2. Retirement Planning

  • IRA: Maximize your IRA contributions. For 2025, the maximum IRA contribution is $7,000, or $8,000 if you’re 50 and above.
  • *401(k): Maximize your 401(k) contributions. For 2025, the limit is $23,500 if you’re under 50, $31,000 if you’re 50–59 or 64 and older, and up to $34,750 if you’re 60–63 depending on your plan.
  • Direct rollover distribution: Consider making a direct rollover distribution to an eligible retirement plan, including an IRA. Compare the costs and the available investments, tools, and features between the current plan and the new plan prior to making a move.
  • Employer stock: Explore taking employer stock under favorable tax rules.
  • Social Security: Determine the best time to begin taking Social Security benefits, which you can apply for between ages 62 – 70.
  • Required Minimum Distribution: If you’re age 73 and above, take your Required Minimum Distribution (RMD).

3. Gifting Strategies

  • *Gift Tax: Gift up to $19,000 per recipient annually in federal tax-free gifts. If you’re a married couple, you can give up to $38,000 per recipient annually.
  • Bequest: Make a will or trust bequest so that the estate can take both income and estate tax deductions.
  • Cash: Give an outright charitable gift of cash for an immediate income tax deduction.
  • Stock: Contribute to charities using appreciated stock in place of cash to reduce capital gains in your portfolio while generating an income tax deduction.
  • *Qualified Charitable Distribution: If you are over 70½, you can donate up to $108,000 from your IRA directly to a charity and avoid paying income taxes on the distribution.
  • Donor Advised Fund: Set up a Donor Advised Fund for an immediate income tax deduction, subject to limitations, and provide immediate and future donor gifting to charity over time.
  • Private Foundation: Set up a Private Foundation for an immediate income tax deduction, subject to limitations, and provide complete control over current and future charitable giving.

4. Account Reviews

  • *Health Savings Account: If enrolled, review your Health Savings Account (HSA) contributions. For 2025, the maximum HSA contribution, inclusive of amounts contributed by your employer, is $4,300 for individuals and $8,550 for families, plus an additional $1,000 if you’re 55 and above.
  • Flexible Spending Account: Confirm you’ve spent the entire balance in your Flexible Spending Account (FSA) for the year as any money not used may be lost. Consider stocking up on qualified expenses, from over-the-counter medications to contact lenses, to use up leftover funds. 
  • 529 Plan: Revisit contribution amounts to your 529 Plan school savings accounts. Note: Contribution limits vary by state.
  • Medicare Part D: Review your Medicare Part D plan and make any changes during open enrollment, which begins in October.

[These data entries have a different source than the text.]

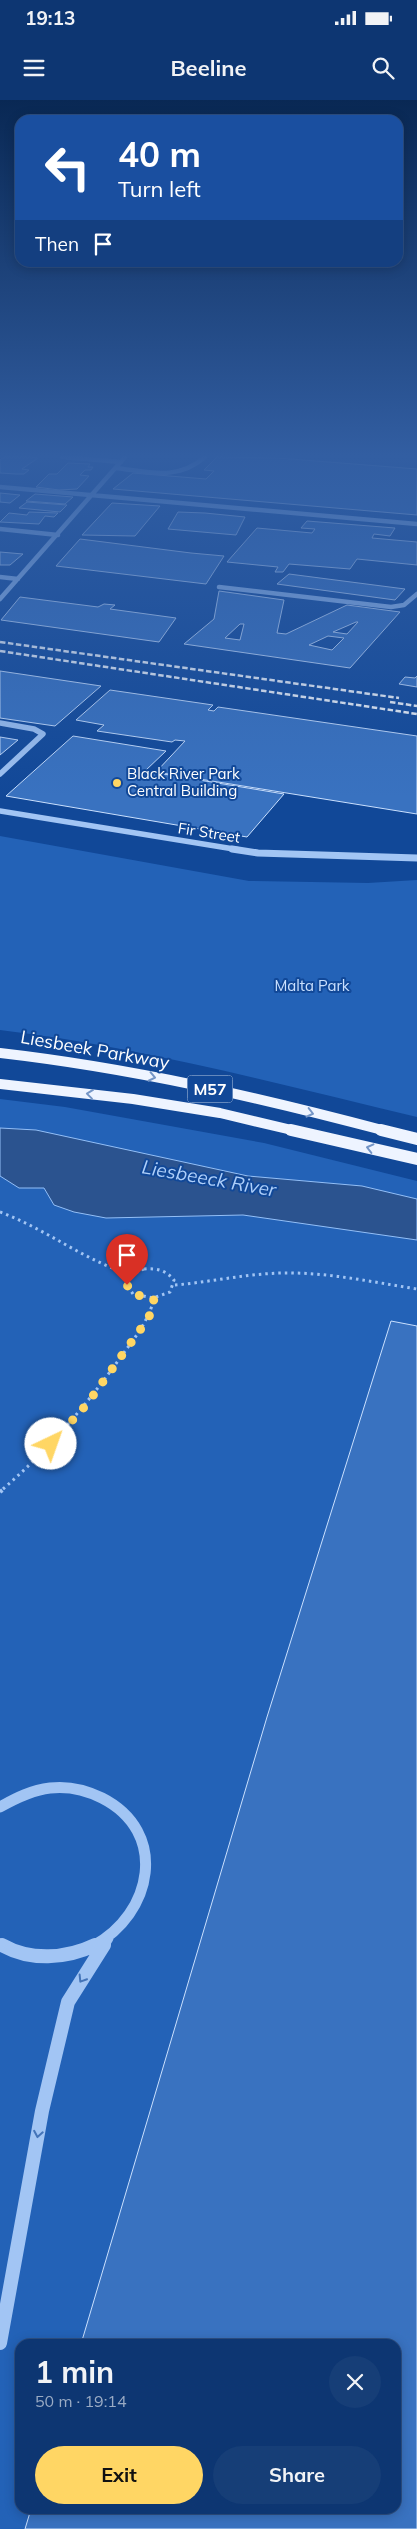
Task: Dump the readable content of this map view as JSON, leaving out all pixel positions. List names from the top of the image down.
{
  "streets": {
    "main road": ["Liesbeek Parkway", "M57"],
    "street": ["Fir Street"]
  },
  "water": ["Liesbeeck River"],
  "parks": ["Malta Park"],
  "places": ["Black River Park Central Building"],
  "page": {
    "status": "19:13",
    "header": "Beeline",
    "turn": ["40 m", "Turn left"],
    "then": "Then",
    "heading": ["1 min", "50 m · 19:14"],
    "buttons": ["Exit", "Share"]
  }
}
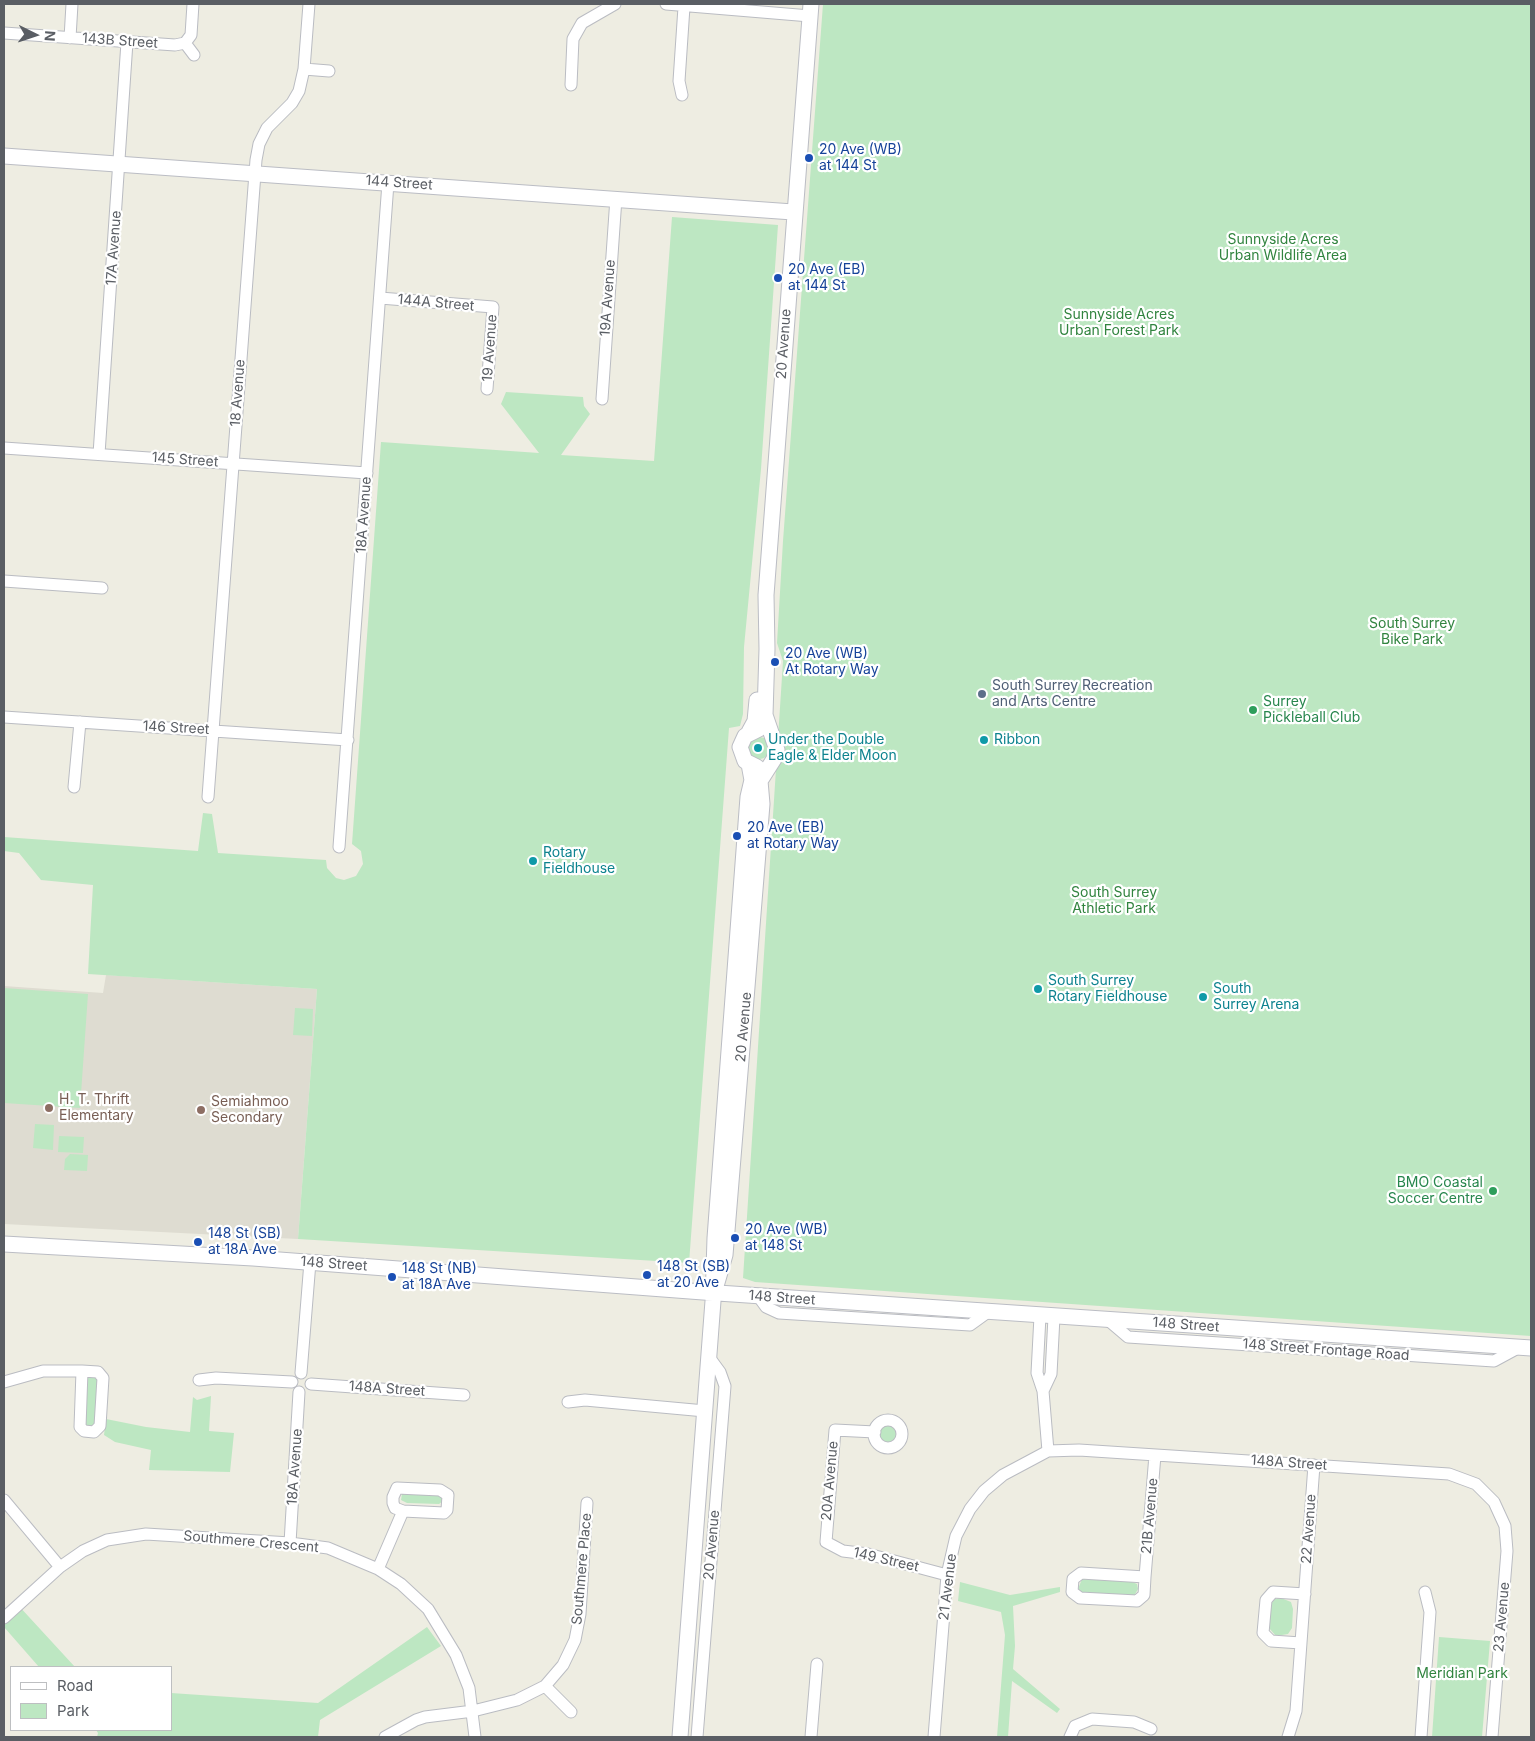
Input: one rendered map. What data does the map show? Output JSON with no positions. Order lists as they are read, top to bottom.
{
  "streets": {
    "street": [
      "143B Street",
      "144 Street",
      "17A Avenue",
      "19A Avenue",
      "144A Street",
      "20 Avenue",
      "19 Avenue",
      "18 Avenue",
      "145 Street",
      "18A Avenue",
      "146 Street",
      "148 Street",
      "148A Street",
      "20A Avenue",
      "21B Avenue",
      "22 Avenue",
      "Southmere Crescent",
      "149 Street",
      "Southmere Place",
      "21 Avenue",
      "23 Avenue"
    ]
  },
  "crossings": [
    ["143B Street", "17A Avenue"],
    ["144 Street", "17A Avenue"],
    ["144 Street", "19A Avenue"],
    ["144 Street", "20 Avenue"],
    ["144 Street", "18 Avenue"],
    ["144 Street", "18A Avenue"],
    ["17A Avenue", "145 Street"],
    ["144A Street", "19 Avenue"],
    ["144A Street", "18A Avenue"],
    ["20 Avenue", "148 Street"],
    ["18 Avenue", "145 Street"],
    ["18 Avenue", "146 Street"],
    ["145 Street", "18A Avenue"],
    ["18A Avenue", "146 Street"],
    ["18A Avenue", "148A Street"],
    ["18A Avenue", "Southmere Crescent"],
    ["148A Street", "21B Avenue"],
    ["148A Street", "22 Avenue"],
    ["148A Street", "21 Avenue"],
    ["148A Street", "23 Avenue"],
    ["20A Avenue", "149 Street"],
    ["Southmere Crescent", "Southmere Place"],
    ["149 Street", "21 Avenue"]
  ],
  "parks": [
    "Sunnyside Acres Urban Wildlife Area",
    "Sunnyside Acres Urban Forest Park",
    "South Surrey Bike Park",
    "South Surrey Athletic Park",
    "Meridian Park"
  ],
  "places": [
    "20 Ave (WB) at 144 St",
    "20 Ave (EB) at 144 St",
    "20 Ave (WB) At Rotary Way",
    "South Surrey Recreation and Arts Centre",
    "Surrey Pickleball Club",
    "Ribbon",
    "Under the Double Eagle & Elder Moon",
    "20 Ave (EB) at Rotary Way",
    "Rotary Fieldhouse",
    "South Surrey Rotary Fieldhouse",
    "South Surrey Arena",
    "H. T. Thrift Elementary",
    "Semiahmoo Secondary",
    "BMO Coastal Soccer Centre",
    "20 Ave (WB) at 148 St",
    "148 St (SB) at 18A Ave",
    "148 St (SB) at 20 Ave",
    "148 St (NB) at 18A Ave"
  ],
  "legend": ["Road", "Park"],
  "north": "right"
}
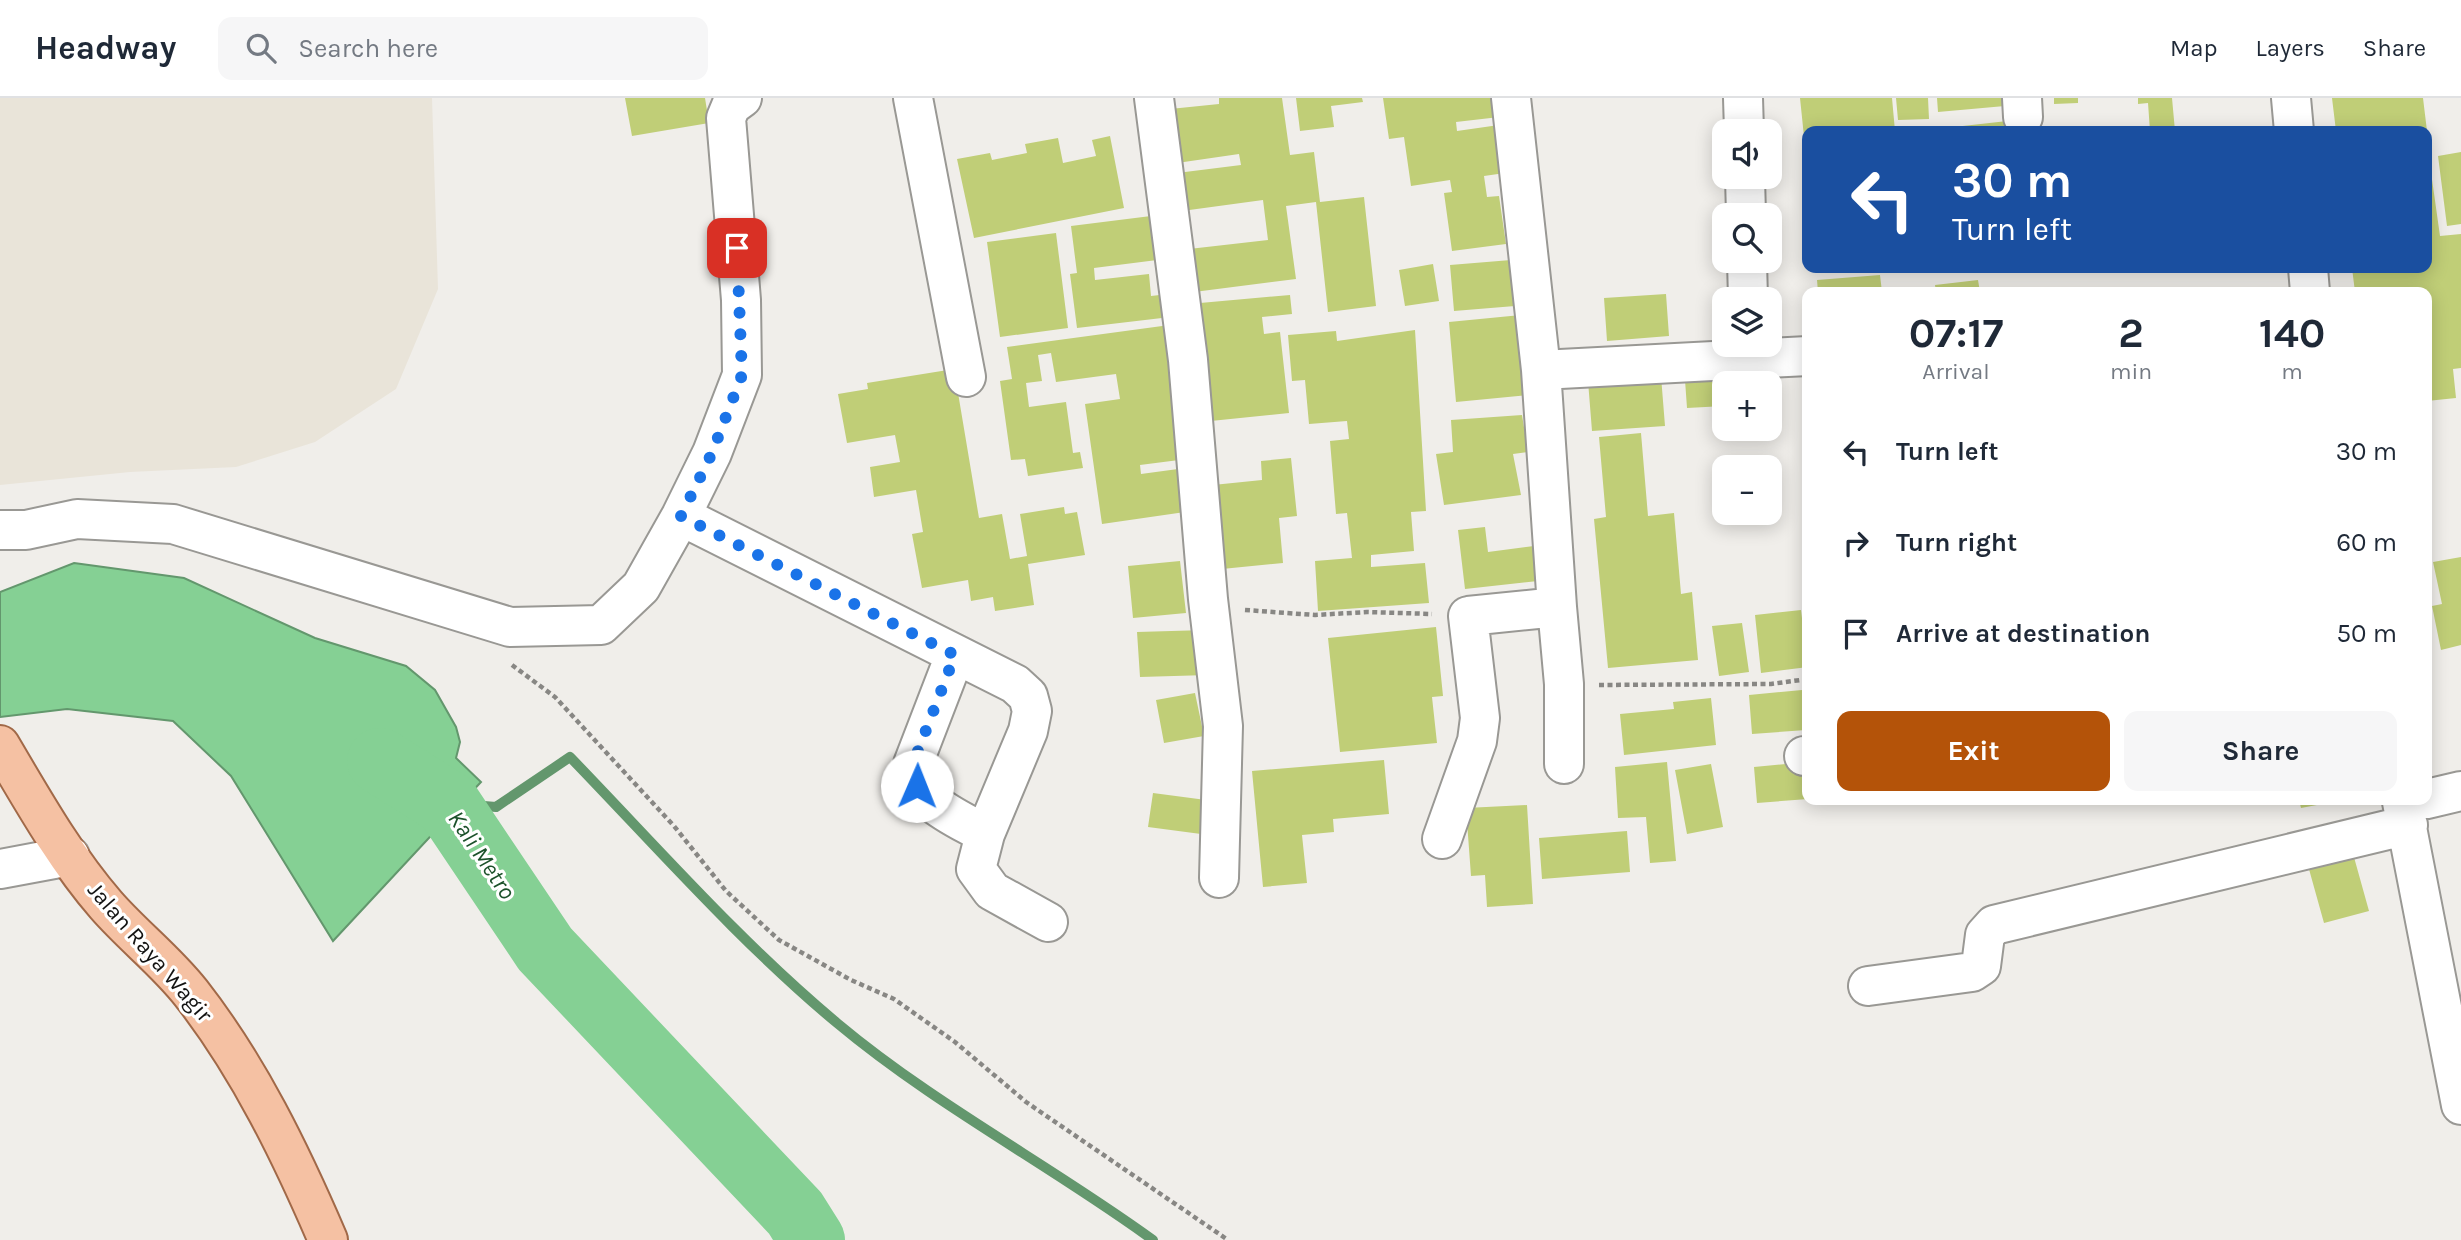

5. Review 2025 & Plan for 2026

  • Financial plan: Review the past year and plan for next year with your advisor with the goal of gaining clarity in your current situation and direction for tomorrow. Update them on major life events from the past year and share any that are on the horizon (e.g employment, marriage, divorce, children, retirement). Review your spending and share any significant upcoming expenses to make updates to your budget and financial goals (e.g. real estate, college tuition, wedding). 
  • Investment roadmap: Revisit your account preferences, risk tolerance and investment objectives and ensure they’re all up to date. 
  • Year-end projection: Send capital gains and investment income information to your accountant for an accurate year-end projection.
  • Beneficiaries: Review your beneficiary designations and update them as necessary.

This article is intended for informational purposes only and should not be taken as a recommendation to invest in any asset class or foreign securities market. All investments involve risk including the loss of capital. Certuity is not a tax advisor. All decisions regarding the tax implications of your investments should be made in consultation with your independent tax advisor.